During the 1950s and the 1960s, the former Soviet Union largely diverted the waters of Amu Darya and Syr Darya for irrigation purposes. Losing its two major sources, the Aral Sea, once the world’s fourth largest lake, shrank to roughly a tenth of its former size. While the water level dropped, the salinity rate of the lake increased until the fish population died off. Furthermore, the Soviet Union’s extensive bio-warfare experimentations as well as the usage of heavy pesticides and herbicides for cotton production. Nowadays, the lake exists as several smaller water bodies on a highly contaminated lake bed.
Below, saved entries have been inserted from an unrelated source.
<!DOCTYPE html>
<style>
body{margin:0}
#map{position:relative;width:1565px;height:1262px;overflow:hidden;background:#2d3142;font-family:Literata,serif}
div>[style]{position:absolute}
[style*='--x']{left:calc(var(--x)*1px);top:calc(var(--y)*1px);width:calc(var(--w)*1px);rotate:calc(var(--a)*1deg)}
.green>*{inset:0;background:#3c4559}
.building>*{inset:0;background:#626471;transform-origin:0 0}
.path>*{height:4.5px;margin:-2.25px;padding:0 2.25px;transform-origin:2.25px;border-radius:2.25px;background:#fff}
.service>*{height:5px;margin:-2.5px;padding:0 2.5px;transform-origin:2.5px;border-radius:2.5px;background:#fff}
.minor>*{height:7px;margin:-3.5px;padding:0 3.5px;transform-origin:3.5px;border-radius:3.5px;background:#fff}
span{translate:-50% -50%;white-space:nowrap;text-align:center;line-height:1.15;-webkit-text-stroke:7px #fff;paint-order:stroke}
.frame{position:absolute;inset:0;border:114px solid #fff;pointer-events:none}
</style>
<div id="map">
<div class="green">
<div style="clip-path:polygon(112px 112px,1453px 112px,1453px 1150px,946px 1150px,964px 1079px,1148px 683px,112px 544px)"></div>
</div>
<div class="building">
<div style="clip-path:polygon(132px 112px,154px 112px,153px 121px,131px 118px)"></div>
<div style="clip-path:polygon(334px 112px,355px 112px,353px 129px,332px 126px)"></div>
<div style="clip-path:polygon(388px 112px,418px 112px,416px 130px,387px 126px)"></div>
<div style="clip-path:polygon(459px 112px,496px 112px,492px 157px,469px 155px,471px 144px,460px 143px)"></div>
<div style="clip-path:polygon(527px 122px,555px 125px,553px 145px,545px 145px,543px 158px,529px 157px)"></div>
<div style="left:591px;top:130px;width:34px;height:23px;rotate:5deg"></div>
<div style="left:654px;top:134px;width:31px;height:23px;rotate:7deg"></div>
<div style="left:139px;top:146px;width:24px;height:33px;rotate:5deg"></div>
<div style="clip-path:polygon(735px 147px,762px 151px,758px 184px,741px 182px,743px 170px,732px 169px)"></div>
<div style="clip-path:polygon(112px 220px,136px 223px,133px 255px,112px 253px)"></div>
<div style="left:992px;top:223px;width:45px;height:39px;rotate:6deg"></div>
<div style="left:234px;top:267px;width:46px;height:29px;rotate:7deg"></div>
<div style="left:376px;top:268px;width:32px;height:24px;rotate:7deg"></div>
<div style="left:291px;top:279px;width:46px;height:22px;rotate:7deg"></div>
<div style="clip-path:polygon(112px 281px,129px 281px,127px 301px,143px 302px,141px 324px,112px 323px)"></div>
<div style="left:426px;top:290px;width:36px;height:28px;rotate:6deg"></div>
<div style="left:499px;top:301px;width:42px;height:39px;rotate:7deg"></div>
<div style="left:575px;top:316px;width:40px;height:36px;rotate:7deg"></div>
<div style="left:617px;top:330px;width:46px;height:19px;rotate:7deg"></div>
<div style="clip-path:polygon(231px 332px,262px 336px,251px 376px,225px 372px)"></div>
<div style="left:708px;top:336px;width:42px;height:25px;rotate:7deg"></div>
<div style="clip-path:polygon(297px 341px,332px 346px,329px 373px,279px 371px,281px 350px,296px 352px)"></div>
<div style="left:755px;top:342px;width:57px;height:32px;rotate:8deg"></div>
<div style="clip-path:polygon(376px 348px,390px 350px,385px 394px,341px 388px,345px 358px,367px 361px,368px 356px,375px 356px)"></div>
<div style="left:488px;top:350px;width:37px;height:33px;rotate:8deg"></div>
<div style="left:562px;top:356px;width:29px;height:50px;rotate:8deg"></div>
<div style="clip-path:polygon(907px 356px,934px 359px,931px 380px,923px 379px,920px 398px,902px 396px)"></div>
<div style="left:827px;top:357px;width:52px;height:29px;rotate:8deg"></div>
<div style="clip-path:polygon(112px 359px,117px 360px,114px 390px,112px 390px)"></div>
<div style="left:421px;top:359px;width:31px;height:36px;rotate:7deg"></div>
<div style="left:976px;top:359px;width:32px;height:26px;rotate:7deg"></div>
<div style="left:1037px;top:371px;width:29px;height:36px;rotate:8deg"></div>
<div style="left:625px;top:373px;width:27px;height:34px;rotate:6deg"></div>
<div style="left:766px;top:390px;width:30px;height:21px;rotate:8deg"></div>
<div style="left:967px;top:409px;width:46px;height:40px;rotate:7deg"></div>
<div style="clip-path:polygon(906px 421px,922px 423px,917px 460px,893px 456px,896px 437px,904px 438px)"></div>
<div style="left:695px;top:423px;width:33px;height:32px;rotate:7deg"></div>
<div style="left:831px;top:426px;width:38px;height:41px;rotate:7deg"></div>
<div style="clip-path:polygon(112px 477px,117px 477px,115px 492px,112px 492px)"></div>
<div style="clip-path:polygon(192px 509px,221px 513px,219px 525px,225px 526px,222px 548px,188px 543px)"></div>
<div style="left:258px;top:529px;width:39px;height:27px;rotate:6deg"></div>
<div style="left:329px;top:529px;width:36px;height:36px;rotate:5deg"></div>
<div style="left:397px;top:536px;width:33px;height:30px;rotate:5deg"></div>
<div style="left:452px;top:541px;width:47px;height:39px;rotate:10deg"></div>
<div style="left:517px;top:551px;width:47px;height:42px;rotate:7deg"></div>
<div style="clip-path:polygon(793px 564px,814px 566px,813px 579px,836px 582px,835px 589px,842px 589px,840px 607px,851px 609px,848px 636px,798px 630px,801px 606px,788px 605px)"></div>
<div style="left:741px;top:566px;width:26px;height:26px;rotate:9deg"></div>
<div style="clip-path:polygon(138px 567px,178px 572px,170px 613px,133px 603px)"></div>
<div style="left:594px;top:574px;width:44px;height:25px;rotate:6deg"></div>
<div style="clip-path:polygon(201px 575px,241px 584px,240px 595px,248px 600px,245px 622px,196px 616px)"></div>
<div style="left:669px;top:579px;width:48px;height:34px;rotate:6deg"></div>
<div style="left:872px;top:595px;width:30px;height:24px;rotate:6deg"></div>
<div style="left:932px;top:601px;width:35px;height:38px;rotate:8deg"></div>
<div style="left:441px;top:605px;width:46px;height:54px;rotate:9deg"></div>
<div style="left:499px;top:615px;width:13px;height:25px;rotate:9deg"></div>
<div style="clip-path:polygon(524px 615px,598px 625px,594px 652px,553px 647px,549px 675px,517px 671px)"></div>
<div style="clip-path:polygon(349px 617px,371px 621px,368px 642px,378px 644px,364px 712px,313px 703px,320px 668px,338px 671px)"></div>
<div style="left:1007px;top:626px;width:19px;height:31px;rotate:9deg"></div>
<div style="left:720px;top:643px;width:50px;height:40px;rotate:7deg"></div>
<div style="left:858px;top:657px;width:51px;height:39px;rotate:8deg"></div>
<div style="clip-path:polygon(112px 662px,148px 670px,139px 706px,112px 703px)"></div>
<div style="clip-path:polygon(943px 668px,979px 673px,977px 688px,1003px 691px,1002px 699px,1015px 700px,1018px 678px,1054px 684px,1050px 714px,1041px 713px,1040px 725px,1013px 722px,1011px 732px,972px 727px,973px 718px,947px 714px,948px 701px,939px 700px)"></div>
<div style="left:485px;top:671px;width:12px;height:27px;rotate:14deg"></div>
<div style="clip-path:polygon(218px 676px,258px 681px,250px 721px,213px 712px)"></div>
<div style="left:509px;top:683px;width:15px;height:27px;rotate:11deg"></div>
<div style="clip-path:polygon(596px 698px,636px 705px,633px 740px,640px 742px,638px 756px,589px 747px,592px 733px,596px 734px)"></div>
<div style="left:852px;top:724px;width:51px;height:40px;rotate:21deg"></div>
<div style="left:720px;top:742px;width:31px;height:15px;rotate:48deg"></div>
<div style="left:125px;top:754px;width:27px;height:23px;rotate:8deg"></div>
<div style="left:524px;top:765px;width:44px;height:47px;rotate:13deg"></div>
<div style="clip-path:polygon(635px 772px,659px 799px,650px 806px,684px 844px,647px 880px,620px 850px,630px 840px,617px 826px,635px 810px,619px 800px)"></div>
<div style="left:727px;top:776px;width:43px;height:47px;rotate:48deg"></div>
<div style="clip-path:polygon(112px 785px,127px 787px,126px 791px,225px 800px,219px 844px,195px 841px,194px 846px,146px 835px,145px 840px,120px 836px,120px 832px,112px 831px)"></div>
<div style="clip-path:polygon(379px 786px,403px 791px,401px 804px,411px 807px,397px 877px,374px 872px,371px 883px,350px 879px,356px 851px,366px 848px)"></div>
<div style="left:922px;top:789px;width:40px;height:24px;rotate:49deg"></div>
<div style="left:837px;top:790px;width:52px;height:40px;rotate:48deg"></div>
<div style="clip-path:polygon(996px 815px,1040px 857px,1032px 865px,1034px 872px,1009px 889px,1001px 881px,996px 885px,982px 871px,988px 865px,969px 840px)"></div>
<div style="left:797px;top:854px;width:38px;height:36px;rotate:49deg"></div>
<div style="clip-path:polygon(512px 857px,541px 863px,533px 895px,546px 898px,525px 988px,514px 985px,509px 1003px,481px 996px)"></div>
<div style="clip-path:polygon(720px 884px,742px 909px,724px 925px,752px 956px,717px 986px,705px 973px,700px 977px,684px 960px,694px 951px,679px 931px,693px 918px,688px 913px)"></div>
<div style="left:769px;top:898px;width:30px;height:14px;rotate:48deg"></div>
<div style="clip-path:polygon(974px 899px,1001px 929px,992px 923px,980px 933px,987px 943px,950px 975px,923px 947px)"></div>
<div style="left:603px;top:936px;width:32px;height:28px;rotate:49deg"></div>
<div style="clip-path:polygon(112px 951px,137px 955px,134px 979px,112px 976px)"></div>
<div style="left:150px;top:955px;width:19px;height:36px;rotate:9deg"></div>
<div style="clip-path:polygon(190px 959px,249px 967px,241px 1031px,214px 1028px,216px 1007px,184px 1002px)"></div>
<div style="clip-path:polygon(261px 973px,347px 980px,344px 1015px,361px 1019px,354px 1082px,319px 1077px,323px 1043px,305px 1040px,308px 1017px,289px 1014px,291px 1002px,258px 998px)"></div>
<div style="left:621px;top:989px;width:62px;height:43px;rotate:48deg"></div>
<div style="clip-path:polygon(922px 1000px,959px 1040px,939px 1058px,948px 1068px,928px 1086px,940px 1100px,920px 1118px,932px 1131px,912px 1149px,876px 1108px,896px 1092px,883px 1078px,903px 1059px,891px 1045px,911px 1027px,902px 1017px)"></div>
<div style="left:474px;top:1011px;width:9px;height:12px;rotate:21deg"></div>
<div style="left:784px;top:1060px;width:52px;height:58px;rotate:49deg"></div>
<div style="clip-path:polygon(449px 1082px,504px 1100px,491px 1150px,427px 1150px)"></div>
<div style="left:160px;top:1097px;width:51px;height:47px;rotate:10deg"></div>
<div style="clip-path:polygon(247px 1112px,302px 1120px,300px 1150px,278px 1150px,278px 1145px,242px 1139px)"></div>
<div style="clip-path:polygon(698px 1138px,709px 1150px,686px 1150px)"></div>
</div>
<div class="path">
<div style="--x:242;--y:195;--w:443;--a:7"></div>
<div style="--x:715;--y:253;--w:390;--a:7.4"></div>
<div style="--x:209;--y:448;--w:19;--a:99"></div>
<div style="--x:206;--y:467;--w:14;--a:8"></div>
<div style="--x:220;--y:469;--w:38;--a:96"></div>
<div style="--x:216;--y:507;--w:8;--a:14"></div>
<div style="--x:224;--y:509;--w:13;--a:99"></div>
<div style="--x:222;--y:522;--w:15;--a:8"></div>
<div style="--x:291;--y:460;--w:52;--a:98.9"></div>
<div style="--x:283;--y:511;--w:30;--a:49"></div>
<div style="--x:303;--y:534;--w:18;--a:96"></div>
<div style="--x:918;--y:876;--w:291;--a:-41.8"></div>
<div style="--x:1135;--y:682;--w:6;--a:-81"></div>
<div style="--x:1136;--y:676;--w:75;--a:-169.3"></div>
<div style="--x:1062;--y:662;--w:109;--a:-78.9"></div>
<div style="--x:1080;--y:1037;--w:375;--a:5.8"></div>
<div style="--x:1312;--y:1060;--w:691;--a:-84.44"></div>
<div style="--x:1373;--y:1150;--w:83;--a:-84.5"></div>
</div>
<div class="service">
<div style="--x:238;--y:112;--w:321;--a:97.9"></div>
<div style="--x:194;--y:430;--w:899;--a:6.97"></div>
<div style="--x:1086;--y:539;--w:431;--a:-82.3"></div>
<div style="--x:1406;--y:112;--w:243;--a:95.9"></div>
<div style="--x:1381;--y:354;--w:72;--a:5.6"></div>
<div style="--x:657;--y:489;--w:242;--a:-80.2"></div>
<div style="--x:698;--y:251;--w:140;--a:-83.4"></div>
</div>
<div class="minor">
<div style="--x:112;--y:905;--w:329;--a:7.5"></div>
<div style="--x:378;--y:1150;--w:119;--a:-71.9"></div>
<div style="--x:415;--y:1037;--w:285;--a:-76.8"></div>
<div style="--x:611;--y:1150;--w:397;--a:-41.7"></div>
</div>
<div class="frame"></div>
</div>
Formerly the fourth-largest inland sea in the world, the Aral Sea is now the world’s youngest desert, known as the Aralkum Desert.
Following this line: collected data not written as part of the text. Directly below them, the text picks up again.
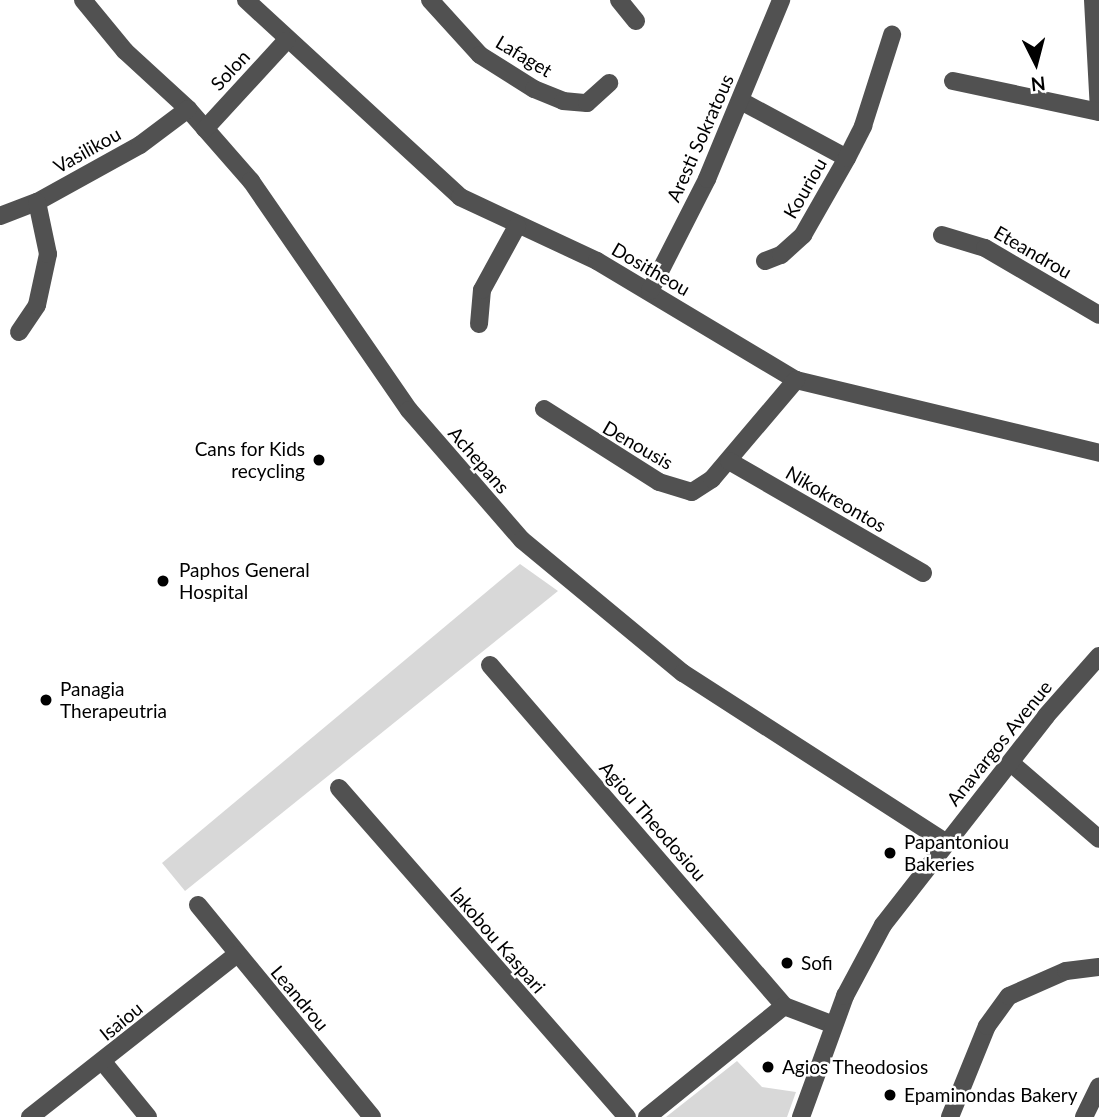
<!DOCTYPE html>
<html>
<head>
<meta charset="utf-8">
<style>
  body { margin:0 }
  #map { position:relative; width:1099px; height:1117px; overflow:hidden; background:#fff; font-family:Lato,sans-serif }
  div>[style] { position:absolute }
  .green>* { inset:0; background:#d8d8d8 }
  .minor>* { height:18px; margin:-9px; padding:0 9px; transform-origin:9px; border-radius:9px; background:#515151 }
  .dots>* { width:19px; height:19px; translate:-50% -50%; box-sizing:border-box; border:4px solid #fff; border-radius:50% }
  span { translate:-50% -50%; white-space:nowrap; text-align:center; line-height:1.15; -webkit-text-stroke:5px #fff; paint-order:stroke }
  .street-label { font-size:19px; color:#000 }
  .poi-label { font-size:19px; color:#000 }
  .right { translate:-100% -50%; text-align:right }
  .left { translate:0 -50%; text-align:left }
  .north { position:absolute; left:1001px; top:28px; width:70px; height:70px; -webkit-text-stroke:5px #fff; paint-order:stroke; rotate:174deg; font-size:19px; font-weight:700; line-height:28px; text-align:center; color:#000 }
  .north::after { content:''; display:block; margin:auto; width:24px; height:32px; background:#000; clip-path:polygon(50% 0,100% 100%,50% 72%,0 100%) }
</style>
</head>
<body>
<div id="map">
  <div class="green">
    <div style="clip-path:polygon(520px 564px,558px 591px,185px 891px,162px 863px)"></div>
    <div style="clip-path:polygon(737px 1061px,762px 1087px,796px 1092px,787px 1117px,666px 1117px)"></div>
  </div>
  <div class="minor">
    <div style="left:83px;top:0;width:66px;rotate:50.5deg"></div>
    <div style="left:125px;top:51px;width:86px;rotate:42.6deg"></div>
    <div style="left:188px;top:109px;width:96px;rotate:48.8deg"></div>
    <div style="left:251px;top:181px;width:278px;rotate:55.4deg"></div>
    <div style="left:409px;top:410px;width:172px;rotate:49deg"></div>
    <div style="left:522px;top:540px;width:209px;rotate:39.6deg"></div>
    <div style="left:683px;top:673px;width:312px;rotate:32.8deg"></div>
    <div style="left:246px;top:0;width:291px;rotate:42.6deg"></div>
    <div style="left:460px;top:197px;width:151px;rotate:25deg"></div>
    <div style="left:597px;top:261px;width:232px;rotate:30.9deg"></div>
    <div style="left:796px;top:380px;width:312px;rotate:13.5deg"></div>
    <div style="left:430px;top:0;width:74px;rotate:47.7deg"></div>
    <div style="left:480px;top:55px;width:64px;rotate:32.2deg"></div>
    <div style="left:534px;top:89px;width:31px;rotate:22deg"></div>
    <div style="left:563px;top:101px;width:24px;rotate:5deg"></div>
    <div style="left:587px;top:103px;width:30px;rotate:-42deg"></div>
    <div style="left:619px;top:0;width:27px;rotate:51deg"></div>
    <div style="left:1093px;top:0;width:112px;rotate:86.9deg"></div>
    <div style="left:953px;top:81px;width:149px;rotate:12deg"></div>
    <div style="left:741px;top:101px;width:120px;rotate:28.3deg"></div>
    <div style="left:205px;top:129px;width:120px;rotate:-47.4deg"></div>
    <div style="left:0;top:216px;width:40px;rotate:-21deg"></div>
    <div style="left:37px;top:202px;width:118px;rotate:-29deg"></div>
    <div style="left:140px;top:145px;width:60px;rotate:-36.9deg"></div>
    <div style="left:942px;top:235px;width:45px;rotate:16.8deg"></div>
    <div style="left:985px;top:248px;width:132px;rotate:30.4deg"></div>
    <div style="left:765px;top:261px;width:17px;rotate:-21deg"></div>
    <div style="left:781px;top:255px;width:30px;rotate:-42deg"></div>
    <div style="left:803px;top:235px;width:89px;rotate:-60.3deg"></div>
    <div style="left:847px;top:158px;width:36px;rotate:-63deg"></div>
    <div style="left:863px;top:126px;width:96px;rotate:-72.3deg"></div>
    <div style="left:650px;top:291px;width:126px;rotate:-63deg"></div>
    <div style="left:707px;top:179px;width:194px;rotate:-67.5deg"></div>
    <div style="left:479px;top:324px;width:34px;rotate:-85deg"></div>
    <div style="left:482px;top:290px;width:73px;rotate:-61.3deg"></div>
    <div style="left:19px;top:332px;width:32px;rotate:-56deg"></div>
    <div style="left:37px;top:305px;width:52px;rotate:-77.8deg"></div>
    <div style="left:48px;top:254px;width:53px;rotate:-101.9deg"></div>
    <div style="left:544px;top:409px;width:136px;rotate:32.4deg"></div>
    <div style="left:659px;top:482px;width:34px;rotate:17deg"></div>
    <div style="left:692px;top:492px;width:24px;rotate:-33deg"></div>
    <div style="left:712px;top:479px;width:130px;rotate:-49.7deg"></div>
    <div style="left:729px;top:461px;width:224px;rotate:30deg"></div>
    <div style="left:490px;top:665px;width:450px;rotate:49.2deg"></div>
    <div style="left:784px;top:1006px;width:53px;rotate:20.8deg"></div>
    <div style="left:1011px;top:763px;width:116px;rotate:40.8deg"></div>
    <div style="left:339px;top:788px;width:437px;rotate:48.8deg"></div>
    <div style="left:198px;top:905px;width:274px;rotate:50.6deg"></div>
    <div style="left:103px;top:1062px;width:71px;rotate:50.7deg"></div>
    <div style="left:30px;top:1117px;width:262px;rotate:-38.2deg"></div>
    <div style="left:647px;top:1117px;width:176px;rotate:-39deg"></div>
    <div style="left:801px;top:1117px;width:129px;rotate:-70deg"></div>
    <div style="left:845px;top:996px;width:81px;rotate:-61.8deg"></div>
    <div style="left:883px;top:925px;width:265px;rotate:-52deg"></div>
    <div style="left:1046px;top:716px;width:80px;rotate:-48.5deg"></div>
    <div style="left:950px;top:1117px;width:98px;rotate:-67.9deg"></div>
    <div style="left:987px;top:1026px;width:37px;rotate:-54deg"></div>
    <div style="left:1009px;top:996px;width:62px;rotate:-23.7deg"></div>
    <div style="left:1066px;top:971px;width:33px;rotate:-7deg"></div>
    <div style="left:1084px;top:1117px;width:34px;rotate:-64deg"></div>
  </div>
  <div class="dots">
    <div style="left:319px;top:460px;background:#000"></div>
    <div style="left:163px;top:581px;background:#000"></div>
    <div style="left:46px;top:700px;background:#000"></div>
    <div style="left:890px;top:853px;background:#000"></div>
    <div style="left:787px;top:963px;background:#000"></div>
    <div style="left:768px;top:1067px;background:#000"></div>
    <div style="left:890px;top:1095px;background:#000"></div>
  </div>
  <div class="street-label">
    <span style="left:524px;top:56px;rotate:31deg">Lafaget</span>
    <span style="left:230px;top:70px;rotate:-47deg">Solon</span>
    <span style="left:700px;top:138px;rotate:-66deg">Aresti Sokratous</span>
    <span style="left:87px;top:150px;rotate:-29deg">Vasilikou</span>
    <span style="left:805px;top:188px;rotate:-60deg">Kouriou</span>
    <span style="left:1033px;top:252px;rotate:30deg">Eteandrou</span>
    <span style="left:651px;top:269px;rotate:30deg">Dositheou</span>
    <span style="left:638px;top:445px;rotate:30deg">Denousis</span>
    <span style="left:479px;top:460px;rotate:49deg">Achepans</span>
    <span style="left:836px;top:499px;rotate:30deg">Nikokreontos</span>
    <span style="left:999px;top:743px;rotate:-51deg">Anavargos Avenue</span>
    <span style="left:653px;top:821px;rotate:49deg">Agiou Theodosiou</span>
    <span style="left:498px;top:940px;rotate:49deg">Iakobou Kaspari</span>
    <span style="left:300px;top:998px;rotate:50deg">Leandrou</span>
    <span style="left:121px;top:1021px;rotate:-39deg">Isaiou</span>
  </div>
  <div class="poi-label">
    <span class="right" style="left:305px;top:460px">Cans for Kids<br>recycling</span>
    <span class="left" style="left:179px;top:581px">Paphos General<br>Hospital</span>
    <span class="left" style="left:60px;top:700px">Panagia<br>Therapeutria</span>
    <span class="left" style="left:904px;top:853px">Papantoniou<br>Bakeries</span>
    <span class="left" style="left:801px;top:963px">Sofi</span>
    <span class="left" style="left:782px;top:1067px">Agios Theodosios</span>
    <span class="left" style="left:904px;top:1095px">Epaminondas Bakery</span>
  </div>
  <div class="north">N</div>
</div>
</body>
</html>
In addition to its aggressive irrigation projects, the Soviet government also conducted experiments with anthrax, plague, and smallpox on the island that was once in the center of the Aral in the 1950s. Upon the break up of the Soviet Union in 1991, the poisonous materials were buried on the island. In 2001, a US anti-terrorist team visited the island to clean up the land. However, author Nick Middleton still came across plenty of test tubes, old buildings, and feeding troughs for the test animals during his visit in 2005. Even worse, unlike smallpox, anthrax can survive for decades, and once inhaled, has a mortality rate of 90%.
Due to this toxic environment, the local population suffers from abnormally high cancer rates, tuberculosis, and anemia. Moreover, the death of the fish population also became the end of the local fishing industry. As a result, several fishing boats were left aground to rust.
Constructed in 2005, the Kok-Aral dam separates the northern (fed by Syr Darya) and the southern (fed by Amu Darya) water bodies. A sluice gate allows some flow from the north basin to the South Aral. Although the eastern lobe also refills through heavy snowmelt during wet seasons, this waterbody does not stay permanently.